There aremany recommend treatments for jaw pain, including at-home treatments:
Reduce jaw movement. Try to avoid stress to reduce jaw-clenching.
Eat mostly soft foods. Avoid chewy or tough foods, like gum, gummies, beef jerky, apples, caramel, and tough meat. Avoid foods that are extremely hot or cold, which might trigger sensitivities or pain.
Apply ice packs or a warm moist towel to the jaw, intermittently. If applying an ice pack, place it in a plastic bag and wrap it in a towel to avoid ice burns. Leave it on for 10 minutes, or only as long as it is comfortable, and then remove for 10 minutes, and repeat as needed. For applying a warm moist towel, ensure the water is not too hot that it will burn your skin. The warm water might relax jaw spasms.
Gently massage your painful jaw. Using two fingers to press your jaw in a circular motion. Practice gently stretching your jaw, but do not stretch your jaw if it hurts.
Take over-the-counter acetaminophen or ibuprofen for pain relief.
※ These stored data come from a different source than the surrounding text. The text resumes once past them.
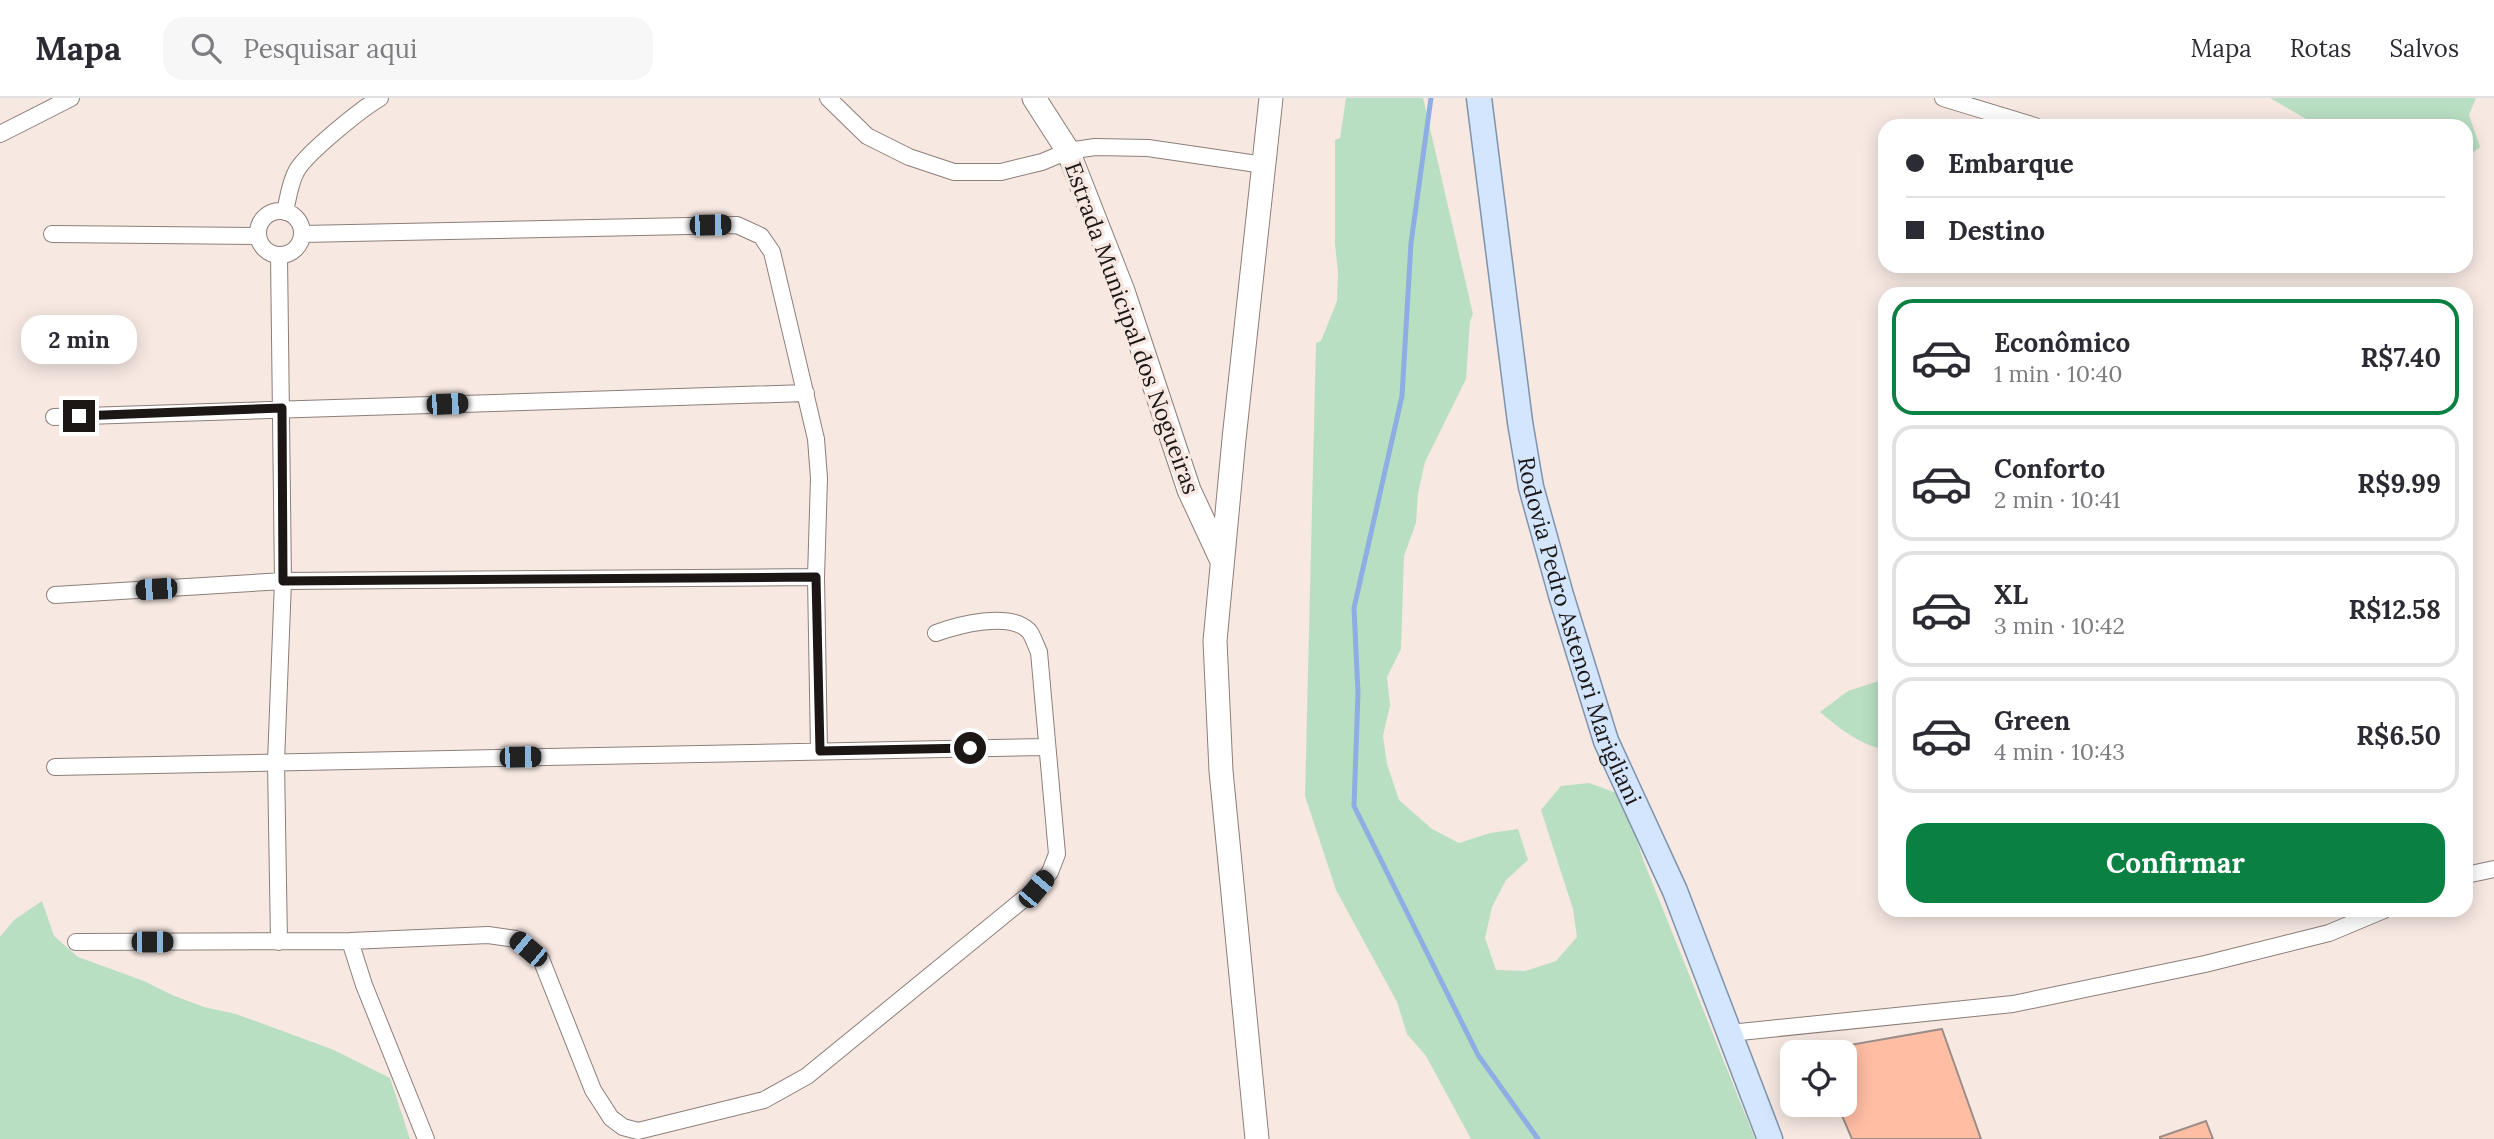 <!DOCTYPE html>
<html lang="pt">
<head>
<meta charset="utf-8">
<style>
  body { margin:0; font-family:Lora,serif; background:#f7f7f7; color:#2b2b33; height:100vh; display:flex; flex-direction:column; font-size:26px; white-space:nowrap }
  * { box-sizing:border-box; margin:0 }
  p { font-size:23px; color:#7c7c81 }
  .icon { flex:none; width:38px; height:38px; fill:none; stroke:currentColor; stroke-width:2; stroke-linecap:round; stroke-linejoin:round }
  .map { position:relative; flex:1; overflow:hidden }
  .details { position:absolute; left:1878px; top:189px; width:595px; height:630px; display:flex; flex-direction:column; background:#fff; border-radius:21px; box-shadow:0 4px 18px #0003 }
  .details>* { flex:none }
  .banner { position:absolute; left:1878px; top:21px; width:595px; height:154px; border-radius:21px; box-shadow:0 4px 18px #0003; display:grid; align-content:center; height:154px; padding:0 28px; background:#fff }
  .tools { position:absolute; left:1780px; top:942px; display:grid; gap:14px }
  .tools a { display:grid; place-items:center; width:77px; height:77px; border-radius:14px; background:#fff; box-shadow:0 4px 18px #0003; font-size:35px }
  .end { position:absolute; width:32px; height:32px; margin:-16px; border:9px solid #1c1715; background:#fff; box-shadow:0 0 0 4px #fff }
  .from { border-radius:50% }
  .bubble { position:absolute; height:49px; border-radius:21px; background:#fff; box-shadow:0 4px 18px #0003; font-size:23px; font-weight:800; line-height:49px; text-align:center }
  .car { position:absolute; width:21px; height:42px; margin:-21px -10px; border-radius:9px; box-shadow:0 0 5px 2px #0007; background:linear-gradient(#222 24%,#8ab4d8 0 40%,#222 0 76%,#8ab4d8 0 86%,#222 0) }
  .banner b { display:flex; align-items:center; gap:24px; height:66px; font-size:26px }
  .banner b+b { border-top:2px solid #e1e1e2 }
  .banner i { width:18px; height:18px; background:#2b2b33 }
  ul { padding:12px 0 0; list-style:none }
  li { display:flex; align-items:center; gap:21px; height:116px; margin:0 14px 10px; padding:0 14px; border:4px solid #e1e1e2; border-radius:21px }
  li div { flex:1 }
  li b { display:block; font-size:26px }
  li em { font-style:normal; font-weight:800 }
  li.active { border-color:#0b8043 }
  li>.icon { width:63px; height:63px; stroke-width:1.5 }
  .primary-button { display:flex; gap:14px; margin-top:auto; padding:14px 28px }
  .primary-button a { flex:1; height:80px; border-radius:21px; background:#0b8043; color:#fff; font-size:28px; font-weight:800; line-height:80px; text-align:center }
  header { display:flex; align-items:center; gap:42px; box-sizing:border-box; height:98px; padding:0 35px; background:#fff; border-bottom:2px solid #e1e1e2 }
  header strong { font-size:33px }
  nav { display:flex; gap:38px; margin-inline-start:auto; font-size:24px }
  .search { width:490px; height:63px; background:#f7f7f7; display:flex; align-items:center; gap:18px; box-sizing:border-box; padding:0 24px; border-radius:21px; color:#7c7c81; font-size:26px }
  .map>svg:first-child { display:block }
  .green { fill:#b9dfc2 }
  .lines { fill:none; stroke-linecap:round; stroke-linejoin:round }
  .stream { stroke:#8eade2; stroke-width:5 }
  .building { fill:#ffbda4; stroke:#9b8d88; stroke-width:2 }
  .street-casing { stroke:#8c7e79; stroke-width:18 }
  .secondary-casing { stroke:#8c7e79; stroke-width:25 }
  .primary-casing { stroke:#7f93ac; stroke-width:27 }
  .street { stroke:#fff; stroke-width:16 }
  .secondary { stroke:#fff; stroke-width:23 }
  .primary { stroke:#d3e6fe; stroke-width:24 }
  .route { stroke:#1c1715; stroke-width:9 }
  .labels { text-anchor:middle; stroke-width:7; stroke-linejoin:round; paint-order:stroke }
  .street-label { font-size:23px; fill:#1c1715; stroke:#f7e8e2 }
</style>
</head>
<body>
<header>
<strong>Mapa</strong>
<div class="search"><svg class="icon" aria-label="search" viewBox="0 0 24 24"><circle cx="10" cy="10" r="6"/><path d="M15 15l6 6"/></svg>Pesquisar aqui</div>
<nav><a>Mapa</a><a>Rotas</a><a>Salvos</a></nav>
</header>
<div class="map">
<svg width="2494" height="1041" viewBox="0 0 2494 1041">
  <rect width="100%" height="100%" fill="#f7e8e2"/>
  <path class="green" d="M1346,0H1423L1473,216L1470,223L1466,281L1425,364L1418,395L1416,425L1404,458L1401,551L1387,579L1390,607L1383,638L1387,666L1399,702L1432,731L1459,745L1490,735L1518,731L1528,762L1506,782L1492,809L1485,840L1496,872L1525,873L1556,863L1577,839L1573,811L1541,712L1561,688L1589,685L1622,697L1644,764L1755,1041H1471L1426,958L1407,936L1397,904L1336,792L1305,698L1316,245L1321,243L1337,203L1338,174L1335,146V42L1340,40Z
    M2270,0H2476L2469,17L2480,49L2466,60V28H2318Z
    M1885,581V652C1859,646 1840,631 1820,614L1848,593Z
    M42,803L54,838L78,859L144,883L172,897L204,909L236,916L334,952L390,980L410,1041H0V839L14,822Z"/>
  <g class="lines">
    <path class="stream" d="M1431,0L1411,145L1402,298L1354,510L1358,595L1354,708L1478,957L1538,1041"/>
  </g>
  <path class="building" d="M1942,931L1981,1041H1852L1837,1006H1844V948Z
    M2206,1023L2213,1041H2160V1039Z"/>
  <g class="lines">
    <defs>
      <path id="street" d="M828,0L867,38L909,59L954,74H1001L1042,64L1068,53L1095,49L1148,50L1264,67
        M1943,0L2035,28
        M0,36L71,0
        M258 135a22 22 0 1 1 44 0a22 22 0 1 1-44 0Z
        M285,114C288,100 290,84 297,72C308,54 361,11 380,0
        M52,136L258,138
        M302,136L737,127L761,138L772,154L816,341L819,380L816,479L819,653
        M279,157L283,483L276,664L279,844
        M54,319L806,295
        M55,497L283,483L816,479
        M55,669L1046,649
        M2466,777L2494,771
        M350,843L364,887L426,1041
        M76,844L350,843L488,837L516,841L541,861L593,992L611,1020L623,1029L638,1033L764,1002L807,978L1036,791L1050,774L1057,756L1039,554C1036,548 1033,538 1029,533C1010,513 958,527 936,535
        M1730,935L2013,906L2205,866L2329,835L2384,812"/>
      <path id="secondary" d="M1034,0L1068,53L1123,193L1189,392L1222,463
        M1257,1041L1221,673L1215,543L1234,341L1271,0"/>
      <g id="primary">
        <path id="s1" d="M1479,0L1520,324L1531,389L1561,497L1606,643L1675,793L1770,1041"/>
      </g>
    </defs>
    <use href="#street" class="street-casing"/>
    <use href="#secondary" class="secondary-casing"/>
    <use href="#primary" class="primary-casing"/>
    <use href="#street" class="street"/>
    <use href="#secondary" class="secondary"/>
    <use href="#primary" class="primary"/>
  </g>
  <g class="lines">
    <path class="route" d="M79,318L282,310L283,483L816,479L820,653L970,650"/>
  </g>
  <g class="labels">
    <g class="street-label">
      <text transform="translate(1132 230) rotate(70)" y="8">Estrada Municipal dos Nogueiras</text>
      <text dy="8" stroke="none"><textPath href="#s1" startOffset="544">Rodovia Pedro Astenori Marigliani</textPath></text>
    </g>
  </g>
</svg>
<div class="tools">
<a><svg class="icon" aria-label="locate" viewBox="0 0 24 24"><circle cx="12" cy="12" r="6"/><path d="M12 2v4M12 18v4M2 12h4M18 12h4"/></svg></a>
</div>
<i class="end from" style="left:970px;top:650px"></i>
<i class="end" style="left:79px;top:318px"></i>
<div class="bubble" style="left:21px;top:217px;width:116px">2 min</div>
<i class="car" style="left:710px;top:127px;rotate:89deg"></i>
<i class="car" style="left:447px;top:306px;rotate:88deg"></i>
<i class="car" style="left:156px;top:491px;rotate:266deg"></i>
<i class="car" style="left:520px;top:659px;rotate:89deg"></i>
<i class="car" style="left:1036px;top:791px;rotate:40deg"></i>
<i class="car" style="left:152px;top:844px;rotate:90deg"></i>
<i class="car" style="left:528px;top:851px;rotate:310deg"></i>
<div class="banner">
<b><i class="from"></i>Embarque</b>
<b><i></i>Destino</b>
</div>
<section class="details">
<ul>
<li class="active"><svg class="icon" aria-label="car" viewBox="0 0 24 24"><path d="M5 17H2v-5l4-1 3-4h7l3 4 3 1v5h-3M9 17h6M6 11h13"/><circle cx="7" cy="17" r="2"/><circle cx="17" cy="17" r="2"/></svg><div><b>Econômico</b><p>1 min · 10:40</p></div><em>R$7.40</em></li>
<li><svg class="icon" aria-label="car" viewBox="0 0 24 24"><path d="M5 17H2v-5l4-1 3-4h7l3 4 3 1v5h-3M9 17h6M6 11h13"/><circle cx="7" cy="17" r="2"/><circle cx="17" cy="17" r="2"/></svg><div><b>Conforto</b><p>2 min · 10:41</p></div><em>R$9.99</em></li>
<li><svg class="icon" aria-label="car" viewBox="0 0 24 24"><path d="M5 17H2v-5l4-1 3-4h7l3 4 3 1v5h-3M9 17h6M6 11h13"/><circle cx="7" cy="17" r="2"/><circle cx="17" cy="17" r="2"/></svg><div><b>XL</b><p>3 min · 10:42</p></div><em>R$12.58</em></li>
<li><svg class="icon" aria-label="car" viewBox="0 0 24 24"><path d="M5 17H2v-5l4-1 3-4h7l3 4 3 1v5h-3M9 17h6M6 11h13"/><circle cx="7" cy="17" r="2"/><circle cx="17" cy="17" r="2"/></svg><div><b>Green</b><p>4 min · 10:43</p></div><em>R$6.50</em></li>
</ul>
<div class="primary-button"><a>Confirmar</a></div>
</section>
</div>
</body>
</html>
Our dental team might also recommend or prescribe a mouth guard, muscle relaxants, anti-inflammatory or steroid medications, or antibiotics as needed. In some cases, a person with jaw pain might benefit from tooth extraction, root canal therapy, Botox injections, or jaw surgery. These procedures tend to be rare and only done when a person is properly diagnosed first.
Prolonged, or constant, jaw pain is unlikely to resolve on its own. If pain persists or becomes severe, it is important to contact your dental team and have them assess your jaw and teeth. Immediately seek medical attention if you have shortness of breath or are unable to swallow or if chest pain accompanies your jaw pain.